| Source material |
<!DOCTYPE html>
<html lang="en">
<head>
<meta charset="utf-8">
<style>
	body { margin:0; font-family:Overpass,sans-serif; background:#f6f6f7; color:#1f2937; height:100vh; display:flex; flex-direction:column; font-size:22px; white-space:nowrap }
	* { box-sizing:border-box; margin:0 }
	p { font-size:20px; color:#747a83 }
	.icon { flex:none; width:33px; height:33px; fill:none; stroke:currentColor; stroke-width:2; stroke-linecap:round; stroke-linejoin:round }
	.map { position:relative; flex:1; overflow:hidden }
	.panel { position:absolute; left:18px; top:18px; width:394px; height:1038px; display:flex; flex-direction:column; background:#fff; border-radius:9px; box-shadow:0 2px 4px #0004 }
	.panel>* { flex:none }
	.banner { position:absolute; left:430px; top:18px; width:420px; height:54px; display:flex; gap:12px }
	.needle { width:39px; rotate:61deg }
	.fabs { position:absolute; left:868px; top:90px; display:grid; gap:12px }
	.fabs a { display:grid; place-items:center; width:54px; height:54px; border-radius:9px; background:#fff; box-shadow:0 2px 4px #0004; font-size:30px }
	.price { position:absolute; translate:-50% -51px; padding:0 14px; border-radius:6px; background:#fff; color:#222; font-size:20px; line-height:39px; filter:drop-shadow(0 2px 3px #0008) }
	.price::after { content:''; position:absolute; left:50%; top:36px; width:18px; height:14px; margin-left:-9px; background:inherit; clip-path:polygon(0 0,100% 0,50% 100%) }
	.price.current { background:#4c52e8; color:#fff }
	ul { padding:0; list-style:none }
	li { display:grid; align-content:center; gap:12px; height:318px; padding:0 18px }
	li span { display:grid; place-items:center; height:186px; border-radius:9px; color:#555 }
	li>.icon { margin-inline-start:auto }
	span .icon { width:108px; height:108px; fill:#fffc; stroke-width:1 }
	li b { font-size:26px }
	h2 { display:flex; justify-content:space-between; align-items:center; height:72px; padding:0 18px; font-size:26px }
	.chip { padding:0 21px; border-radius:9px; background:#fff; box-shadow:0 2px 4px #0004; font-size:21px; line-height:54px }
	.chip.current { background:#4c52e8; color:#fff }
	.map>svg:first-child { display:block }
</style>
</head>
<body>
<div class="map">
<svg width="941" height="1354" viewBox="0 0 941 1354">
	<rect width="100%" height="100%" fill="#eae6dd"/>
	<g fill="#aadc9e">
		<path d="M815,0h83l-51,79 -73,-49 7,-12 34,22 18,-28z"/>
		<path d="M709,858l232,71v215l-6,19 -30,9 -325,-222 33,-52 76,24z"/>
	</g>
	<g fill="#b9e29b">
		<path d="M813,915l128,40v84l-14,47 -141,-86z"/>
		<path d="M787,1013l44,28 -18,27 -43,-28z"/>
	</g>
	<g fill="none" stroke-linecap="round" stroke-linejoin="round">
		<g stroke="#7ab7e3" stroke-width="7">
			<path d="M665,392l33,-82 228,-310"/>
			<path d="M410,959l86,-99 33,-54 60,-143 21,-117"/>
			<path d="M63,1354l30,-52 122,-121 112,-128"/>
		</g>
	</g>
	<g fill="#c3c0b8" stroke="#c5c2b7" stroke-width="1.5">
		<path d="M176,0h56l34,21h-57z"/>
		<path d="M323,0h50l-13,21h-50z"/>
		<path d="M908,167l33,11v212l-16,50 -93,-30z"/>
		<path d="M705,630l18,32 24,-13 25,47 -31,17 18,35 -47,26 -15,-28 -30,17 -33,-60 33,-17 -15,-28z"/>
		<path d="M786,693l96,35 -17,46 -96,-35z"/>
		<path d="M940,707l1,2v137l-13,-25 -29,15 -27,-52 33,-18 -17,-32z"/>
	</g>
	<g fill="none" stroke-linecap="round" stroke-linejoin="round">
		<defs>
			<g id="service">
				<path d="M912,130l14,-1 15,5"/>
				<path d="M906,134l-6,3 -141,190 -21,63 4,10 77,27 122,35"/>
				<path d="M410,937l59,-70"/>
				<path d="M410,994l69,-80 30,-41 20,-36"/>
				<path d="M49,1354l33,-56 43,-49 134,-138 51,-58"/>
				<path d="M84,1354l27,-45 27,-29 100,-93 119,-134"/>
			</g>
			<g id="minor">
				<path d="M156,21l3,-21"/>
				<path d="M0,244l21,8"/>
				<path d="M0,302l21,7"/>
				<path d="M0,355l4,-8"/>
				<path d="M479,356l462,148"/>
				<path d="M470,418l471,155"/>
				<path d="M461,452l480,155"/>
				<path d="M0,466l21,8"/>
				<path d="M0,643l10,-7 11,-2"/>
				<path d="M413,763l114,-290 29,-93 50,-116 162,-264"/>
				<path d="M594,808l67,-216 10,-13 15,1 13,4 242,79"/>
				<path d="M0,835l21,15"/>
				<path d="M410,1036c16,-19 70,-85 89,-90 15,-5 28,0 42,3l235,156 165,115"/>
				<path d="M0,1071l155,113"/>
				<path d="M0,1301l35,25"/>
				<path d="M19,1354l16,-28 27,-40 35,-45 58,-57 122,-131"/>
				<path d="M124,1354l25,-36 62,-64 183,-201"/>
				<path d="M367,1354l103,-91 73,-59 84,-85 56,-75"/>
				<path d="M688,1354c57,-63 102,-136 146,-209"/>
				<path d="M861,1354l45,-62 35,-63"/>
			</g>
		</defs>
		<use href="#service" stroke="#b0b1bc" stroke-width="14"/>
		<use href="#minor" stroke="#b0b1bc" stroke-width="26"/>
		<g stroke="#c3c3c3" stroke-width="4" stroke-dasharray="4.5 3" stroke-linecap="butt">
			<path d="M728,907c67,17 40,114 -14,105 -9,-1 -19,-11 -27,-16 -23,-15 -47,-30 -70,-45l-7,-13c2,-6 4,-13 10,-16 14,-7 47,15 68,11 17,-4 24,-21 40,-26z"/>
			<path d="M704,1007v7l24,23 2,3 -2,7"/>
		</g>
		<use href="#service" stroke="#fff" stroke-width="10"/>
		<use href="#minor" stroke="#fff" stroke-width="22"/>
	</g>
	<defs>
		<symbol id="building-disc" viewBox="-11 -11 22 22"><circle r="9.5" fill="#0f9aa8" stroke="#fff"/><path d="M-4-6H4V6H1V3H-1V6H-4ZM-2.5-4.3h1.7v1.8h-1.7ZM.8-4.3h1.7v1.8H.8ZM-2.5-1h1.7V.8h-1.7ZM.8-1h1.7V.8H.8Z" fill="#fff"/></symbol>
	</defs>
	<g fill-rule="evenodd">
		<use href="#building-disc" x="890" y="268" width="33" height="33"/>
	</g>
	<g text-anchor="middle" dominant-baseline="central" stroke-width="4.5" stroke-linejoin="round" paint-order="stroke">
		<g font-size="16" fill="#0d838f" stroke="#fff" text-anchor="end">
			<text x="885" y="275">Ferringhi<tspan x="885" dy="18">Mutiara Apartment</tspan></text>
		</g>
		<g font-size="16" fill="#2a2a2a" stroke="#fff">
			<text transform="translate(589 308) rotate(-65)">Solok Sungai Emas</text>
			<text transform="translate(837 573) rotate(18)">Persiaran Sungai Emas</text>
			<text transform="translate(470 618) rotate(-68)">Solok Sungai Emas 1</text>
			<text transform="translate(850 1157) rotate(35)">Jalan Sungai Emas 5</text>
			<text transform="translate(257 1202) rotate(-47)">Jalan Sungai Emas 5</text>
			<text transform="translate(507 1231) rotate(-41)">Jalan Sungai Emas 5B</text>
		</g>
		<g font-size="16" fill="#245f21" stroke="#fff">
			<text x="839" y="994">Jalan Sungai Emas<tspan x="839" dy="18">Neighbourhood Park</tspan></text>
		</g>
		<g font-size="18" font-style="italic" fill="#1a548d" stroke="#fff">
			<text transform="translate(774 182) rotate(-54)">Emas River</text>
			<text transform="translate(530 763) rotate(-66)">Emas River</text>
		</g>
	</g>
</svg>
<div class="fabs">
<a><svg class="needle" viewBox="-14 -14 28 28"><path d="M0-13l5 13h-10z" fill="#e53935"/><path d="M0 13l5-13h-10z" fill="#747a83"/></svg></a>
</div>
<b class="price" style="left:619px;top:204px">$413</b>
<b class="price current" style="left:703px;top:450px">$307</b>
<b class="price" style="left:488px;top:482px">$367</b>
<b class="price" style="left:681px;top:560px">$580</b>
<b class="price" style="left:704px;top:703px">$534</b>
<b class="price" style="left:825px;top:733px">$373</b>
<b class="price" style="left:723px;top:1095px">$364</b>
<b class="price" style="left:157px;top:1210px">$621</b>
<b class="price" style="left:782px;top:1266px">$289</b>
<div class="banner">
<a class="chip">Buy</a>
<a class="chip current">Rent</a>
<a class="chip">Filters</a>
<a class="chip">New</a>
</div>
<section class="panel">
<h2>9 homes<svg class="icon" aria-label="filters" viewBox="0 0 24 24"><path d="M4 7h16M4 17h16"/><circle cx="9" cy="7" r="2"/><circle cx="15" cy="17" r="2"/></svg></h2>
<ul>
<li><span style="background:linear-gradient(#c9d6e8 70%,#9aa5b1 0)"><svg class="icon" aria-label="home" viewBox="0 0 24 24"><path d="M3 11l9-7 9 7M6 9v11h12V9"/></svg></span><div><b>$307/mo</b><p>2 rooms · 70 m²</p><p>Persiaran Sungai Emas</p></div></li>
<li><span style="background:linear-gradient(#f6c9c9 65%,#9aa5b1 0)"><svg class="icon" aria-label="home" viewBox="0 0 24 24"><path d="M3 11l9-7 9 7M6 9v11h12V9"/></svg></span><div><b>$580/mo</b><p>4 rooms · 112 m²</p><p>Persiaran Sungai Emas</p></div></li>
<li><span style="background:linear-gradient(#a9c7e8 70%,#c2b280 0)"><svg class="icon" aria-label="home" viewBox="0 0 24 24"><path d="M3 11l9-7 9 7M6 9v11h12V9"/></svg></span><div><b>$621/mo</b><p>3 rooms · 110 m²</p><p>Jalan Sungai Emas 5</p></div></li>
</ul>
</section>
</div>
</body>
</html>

| Assignment |
Give again, word for word, the lines of the listing, starting at its first line and ending with the line containing "display:grid; place-items:center; width:54px;".

| Expected output |
<!DOCTYPE html>
<html lang="en">
<head>
<meta charset="utf-8">
<style>
	body { margin:0; font-family:Overpass,sans-serif; background:#f6f6f7; color:#1f2937; height:100vh; display:flex; flex-direction:column; font-size:22px; white-space:nowrap }
	* { box-sizing:border-box; margin:0 }
	p { font-size:20px; color:#747a83 }
	.icon { flex:none; width:33px; height:33px; fill:none; stroke:currentColor; stroke-width:2; stroke-linecap:round; stroke-linejoin:round }
	.map { position:relative; flex:1; overflow:hidden }
	.panel { position:absolute; left:18px; top:18px; width:394px; height:1038px; display:flex; flex-direction:column; background:#fff; border-radius:9px; box-shadow:0 2px 4px #0004 }
	.panel>* { flex:none }
	.banner { position:absolute; left:430px; top:18px; width:420px; height:54px; display:flex; gap:12px }
	.needle { width:39px; rotate:61deg }
	.fabs { position:absolute; left:868px; top:90px; display:grid; gap:12px }
	.fabs a { display:grid; place-items:center; width:54px; height:54px; border-radius:9px; background:#fff; box-shadow:0 2px 4px #0004; font-size:30px }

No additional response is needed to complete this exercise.